In recent years, many engineering organizations have embraced DevOps as a means to improve the software development lifecycle and increase software quality. One of the key pillars of the DevOps philosophy is to “measure everything.”
Site Reliability Engineering (SRE) implements processes and actions that seek to make DevOps and DevOps methodologies a reality. One of the mandates of SRE is establishing Service Level Objectives, or SLOs, which helps satisfy the DevOps pillar of measuring everything.
SLOs are also a key component of an organization’s Service Level Agreements (SLAs) with its customers. As such, carefully chosen and established SLOs are critical to meeting these service levels and maintaining a good user experience.
So what constitutes a well-chosen SLO? First, let’s dig a little deeper into SLOs themselves. In order to do this, we must first understand Service Level Indicators (SLIs).
SLIs vs. SLOs
Service Level Indicators (SLIs) are quantifiable measurements of some aspect of a service’s reliability. Examples of commonly used SLIs are:
- Availability: the amount of time that a service is usable over a given period of time
- Application Latency: the time it takes for the application to process a request and respond
- Error Rate: the percentage of requests to the application that resulted in an error over a given period of time
At a basic level, an SLO is simply an objective or goal that’s considered a desirable level of service. SLOs help to create a common understanding of application or service performance expectations. Properly chosen SLOs provide clear goals for teams to work towards and also help to set end user expectations.
An SLO not only sets an acceptable value, but also a specific period of time over which that value needs to be met. Common time periods could be one hour, one day, one week, one month, or one year.
Reasonable SLOs for the above SLIs might be established as follows:
- Availability: 99.5% over a time period of 1 month
- Application Latency: <250ms average over a time period of 1 hour
- Error Rate: <1% over a time period of 10 minutes
There are also other key factors to consider when setting an SLO. To start with, you should make them meaningful. The following are some questions that you could ask when working to establish SLOs.
How do SLOs contribute to better availability, quality, or service? Simply measuring something and picking an arbitrary number as an SLO doesn’t set a reasonable goal for a team to strive towards.
How do SLOs contribute to SLAs with customers?

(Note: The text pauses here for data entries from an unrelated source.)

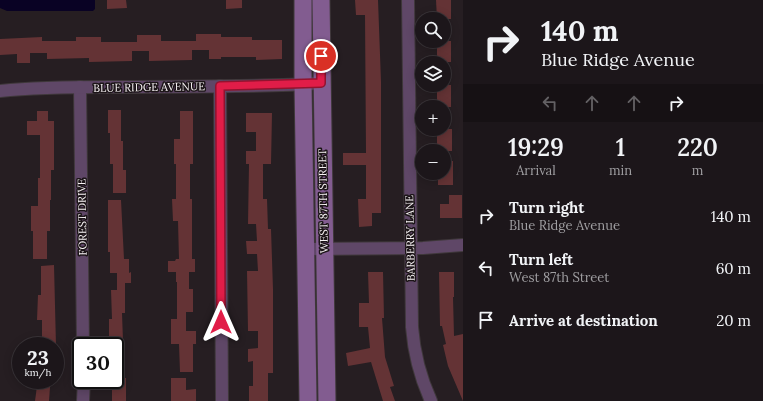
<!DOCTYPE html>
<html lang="en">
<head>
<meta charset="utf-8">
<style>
	:root { --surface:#1c161a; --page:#251f23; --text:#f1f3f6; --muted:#a09fa2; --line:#3a3539 }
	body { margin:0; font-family:Lora,serif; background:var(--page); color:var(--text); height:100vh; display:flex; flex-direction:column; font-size:15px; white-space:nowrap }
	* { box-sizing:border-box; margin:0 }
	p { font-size:13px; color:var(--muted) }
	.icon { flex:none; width:22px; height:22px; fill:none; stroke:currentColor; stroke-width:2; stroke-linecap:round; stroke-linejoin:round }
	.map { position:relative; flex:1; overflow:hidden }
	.sheet { display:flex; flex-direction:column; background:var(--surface); width:300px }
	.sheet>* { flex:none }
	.top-card { background:#1c161a; color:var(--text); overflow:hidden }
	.tools { position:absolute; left:415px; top:12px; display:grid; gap:8px }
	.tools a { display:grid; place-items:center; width:36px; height:36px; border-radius:50%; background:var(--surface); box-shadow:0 2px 10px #0003,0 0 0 1px var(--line); font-size:20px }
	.speed { position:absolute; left:12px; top:337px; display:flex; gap:8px; font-size:20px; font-weight:700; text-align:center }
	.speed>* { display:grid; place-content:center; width:52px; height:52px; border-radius:50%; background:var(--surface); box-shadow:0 2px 10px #0003,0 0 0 1px var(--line); line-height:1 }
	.speed small { font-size:10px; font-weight:400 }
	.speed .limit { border:2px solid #111; border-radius:6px; background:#fff; color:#111 }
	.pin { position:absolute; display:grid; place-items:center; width:34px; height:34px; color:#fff; margin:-17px; border:2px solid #fff; border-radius:50%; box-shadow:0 1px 4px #0007 }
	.me { position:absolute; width:44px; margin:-22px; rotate:0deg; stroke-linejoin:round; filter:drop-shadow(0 0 3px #0008) }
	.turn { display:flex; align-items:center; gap:14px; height:84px; padding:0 12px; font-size:18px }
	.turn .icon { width:52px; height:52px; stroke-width:2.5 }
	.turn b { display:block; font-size:28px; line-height:34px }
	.lanes { display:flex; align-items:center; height:38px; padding:0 12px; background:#0003; justify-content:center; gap:20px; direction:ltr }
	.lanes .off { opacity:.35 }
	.eta { display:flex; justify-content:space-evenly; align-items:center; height:68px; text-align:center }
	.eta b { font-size:24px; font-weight:600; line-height:28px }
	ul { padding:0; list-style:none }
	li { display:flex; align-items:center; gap:12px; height:52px; padding:0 12px }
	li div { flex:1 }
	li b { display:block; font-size:15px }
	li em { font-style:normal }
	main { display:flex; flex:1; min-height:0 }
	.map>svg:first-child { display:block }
</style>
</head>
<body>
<main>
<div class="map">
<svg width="463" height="401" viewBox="0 0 463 401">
	<rect width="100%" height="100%" fill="#261e22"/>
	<path fill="#090224" d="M0 0H95V9L93 11H7L0 8Z"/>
	<g fill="#643335">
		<path d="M107 0H126L127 8 107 9Z"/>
		<path d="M226 0H242V8L226 9Z"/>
		<path d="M355 0H378L381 82V213H372V226L359 227 358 199H366V165H343V153H366L365 15H356Z"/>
		<path d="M436 0H451V19H437Z"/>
		<path d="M196 34H221V37H252V40H282V59L256 60V57H221V59H209V50H192V60L149 61V51H132V61L89 62V58L47 59V53H30V63H17V54L0 55V39L42 37V41H76V37H101V42H137V35H161V41H196Z"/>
		<rect x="437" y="41" width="14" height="21"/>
		<rect x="437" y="85" width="14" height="22"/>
		<path d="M108 110H121V141H123V170H126V193H113V164H110V133H108Z"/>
		<path d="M37 111H48V121H54V170H51V200H50V231H47V259H33V231H31V206H38V178H40V135H27V121H37Z"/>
		<path d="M180 111H193V164H190V199H192V259H195V272H189V289H193V312H186V331H196V344H193V372H180L179 344H171V319H177V282H176V272H168V261H175L176 259H179L178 221H173L172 199H176V164H174V139H180Z"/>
		<path d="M246 113H272L271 164H263V199H267L268 229H271L273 289V373H268V401H249V386H253V361L248 362V349L258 348V331H248L247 271H258L257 254H247L246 241H257L256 224H248L249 164H246V151H256V132H246Z"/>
		<rect x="437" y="129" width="15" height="22"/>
		<path d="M444 161H453V185H438V173H444Z"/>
		<path d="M449 195H462V218H440V204H449Z"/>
		<path d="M108 200H121L124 259H129V273L131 272V283H125V313H122L123 341 109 342V319H112L111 290H117V273H110V252H108Z"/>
		<path d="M54 265 56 346H42V320H37L38 295H41V266Z"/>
		<path d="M368 272H383L384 318H382L385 357 394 386 390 387 395 401H383L371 362 348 366 346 353 370 348 368 327H359V303H369Z"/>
		<path d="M439 272H454V297H453L454 336 463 334V401L448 366 443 345 446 344 442 326H440Z"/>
		<path d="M115 360H123V378H126V401H112V380H115Z"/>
		<path d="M171 378H186V390L196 389V401H171Z"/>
		<path d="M37 386 50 387 49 401H35Z"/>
	</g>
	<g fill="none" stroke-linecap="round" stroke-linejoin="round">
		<defs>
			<g id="street">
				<path d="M408 0 412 327C414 353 420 377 431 401"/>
				<path d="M220 86 222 401"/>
				<path d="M80 87 83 346"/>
				<path d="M0 91C37 87 75 87 112 87 182 86 252 88 321 83"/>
				<path d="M306 249 423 248 463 245"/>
				<path d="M83 401 84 380"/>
			</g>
			<g id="secondary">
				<path d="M303 0V84L308 401"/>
				<path d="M321 0 327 401"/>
			</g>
		</defs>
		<use href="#street" stroke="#3f383b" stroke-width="14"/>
		<use href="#secondary" stroke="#3f383b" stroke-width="19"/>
		<use href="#street" stroke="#5f4767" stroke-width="12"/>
		<use href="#secondary" stroke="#825c90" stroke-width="17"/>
	</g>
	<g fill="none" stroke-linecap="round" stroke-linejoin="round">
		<defs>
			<path id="route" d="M221 322 220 86 321 83V56"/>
		</defs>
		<use href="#route" stroke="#92132f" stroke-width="10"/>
		<use href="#route" stroke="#e11d48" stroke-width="7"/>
	</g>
	<g text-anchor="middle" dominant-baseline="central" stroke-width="3" stroke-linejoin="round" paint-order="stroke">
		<g font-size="11" fill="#f8f3f5" stroke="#1c1518">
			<text transform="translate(149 87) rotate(-1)">BLUE RIDGE AVENUE</text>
			<text transform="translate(323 201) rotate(-91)">WEST 87TH STREET</text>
			<text transform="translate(82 217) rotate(-91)">FOREST DRIVE</text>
			<text transform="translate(410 238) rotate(-91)">BARBERRY LANE</text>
		</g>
	</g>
</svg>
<div class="tools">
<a><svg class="icon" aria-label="search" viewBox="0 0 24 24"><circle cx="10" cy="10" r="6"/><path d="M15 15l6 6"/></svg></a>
<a><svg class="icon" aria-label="layers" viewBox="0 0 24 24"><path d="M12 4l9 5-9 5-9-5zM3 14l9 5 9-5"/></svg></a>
<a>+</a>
<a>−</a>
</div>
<div class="speed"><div>23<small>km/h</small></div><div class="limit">30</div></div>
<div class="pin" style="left:321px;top:56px;background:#d93025"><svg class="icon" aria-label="arrive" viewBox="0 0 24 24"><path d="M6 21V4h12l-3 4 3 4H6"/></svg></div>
<svg class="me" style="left:221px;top:322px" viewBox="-20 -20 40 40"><path d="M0-17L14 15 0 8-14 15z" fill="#e11d48" stroke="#fff" stroke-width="4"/></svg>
</div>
<section class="sheet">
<div class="top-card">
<div class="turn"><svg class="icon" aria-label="right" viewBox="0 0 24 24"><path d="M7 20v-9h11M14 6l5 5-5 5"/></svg><div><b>140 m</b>Blue Ridge Avenue</div></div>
<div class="lanes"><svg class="icon off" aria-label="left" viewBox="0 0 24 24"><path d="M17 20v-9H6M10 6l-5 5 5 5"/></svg><svg class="icon off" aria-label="ahead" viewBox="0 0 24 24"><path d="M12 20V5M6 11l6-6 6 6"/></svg><svg class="icon off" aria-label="ahead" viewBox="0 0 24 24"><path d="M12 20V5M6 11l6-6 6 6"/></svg><svg class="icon" aria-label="right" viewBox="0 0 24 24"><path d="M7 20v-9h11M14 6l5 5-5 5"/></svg></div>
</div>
<div class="eta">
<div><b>19:29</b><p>Arrival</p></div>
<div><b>1</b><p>min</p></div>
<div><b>220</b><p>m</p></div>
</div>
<ul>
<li><svg class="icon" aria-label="right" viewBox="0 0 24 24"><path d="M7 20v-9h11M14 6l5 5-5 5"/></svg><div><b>Turn right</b><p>Blue Ridge Avenue</p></div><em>140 m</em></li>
<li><svg class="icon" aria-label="left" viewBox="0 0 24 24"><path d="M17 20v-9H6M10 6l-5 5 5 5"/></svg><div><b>Turn left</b><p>West 87th Street</p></div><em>60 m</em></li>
<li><svg class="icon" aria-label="arrive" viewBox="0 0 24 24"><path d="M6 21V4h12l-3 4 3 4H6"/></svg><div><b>Arrive at destination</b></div><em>20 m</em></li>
</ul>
</section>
</main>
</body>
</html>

Does a given SLO provide a meaningful goal that contributes to meeting your SLAs, or is it just another target to meet that doesn’t impact overall customer satisfaction?
Are the SLOs realistic? In other words, can you actually achieve them or were these objectives chosen in a vacuum without understanding how you would get there? One commonly chosen SLO that might not be considered realistic is 100% availability. If an organization follows the principles of DevOps, it will know that failure is normal and a goal of 100% might not be achievable in reality.
Are there available resources to dedicate to achieving a given SLO? These might be human or financial resources, or simply the time to work towards them. If you don’t have the resources, how can you get them? Should you reconsider the value you initially assigned to an SLO?
Is the SLO something that can actually be controlled? For example, it is often difficult to predict incoming traffic levels or throughput in an application, but you could control other factors such as application latency by scaling infrastructure or improving code quality.
Choosing your SLOs carefully is also important when it comes to error budgets and dealing with alert fatigue. According to Google, “an error budget is the amount of error that your service can accumulate over a certain period of time before your users start being unhappy.”
Typically, alerts will be set at specific values to notify a service owner if a service becomes at risk of violating its error budget. An overly aggressive SLO might not leave enough error budget for reasonable operation of the service.
This can cause excessive alerts, leading to alert fatigue and engineer burnout. If engineers burnout, either they will leave or your service levels will be affected. Neither of these cases is desirable.
Some failure should be expected. Ask yourself whether it’s important enough that someone needs to be woken up at 3AM by an alert, and then decide on your SLO.
Know Your Users
Here are a few final thoughts on establishing meaningful SLOs:
When setting SLOs, try to put yourself in your customers’ position and “define service-level objectives like an end-user.” Consider the use case of your application at a very high level.
Who are your users? Internal service teams? Consumers? Small business users? Large enterprises?
What will your users experience? Do you have a simple three-tier web app, a video streaming service, or a large-scale data processing application that ingests terabytes of data per day? What are your customers’ expectations for the end user experience? How might this affect your choice of SLIs and the settings for your SLOs?
How many users will there be? A few dozen? A few thousand? A few million? Will this matter when choosing SLOs? A low traffic site may have very different Service Level Objectives than a high traffic one.
Don’t be afraid to update your SLOs as your requirements and experiences change. What may be an acceptable SLO in the beginning might not be as suitable in the long term. Create a feedback loop and review your SLOs periodically to see if they still contribute to the overall performance of your teams and services.
All of these questions matter when you’re deciding how you will choose the appropriate SLOs for your teams. Once you know the answers to these questions, you can better prepare to deliver an optimal end user experience for your customers.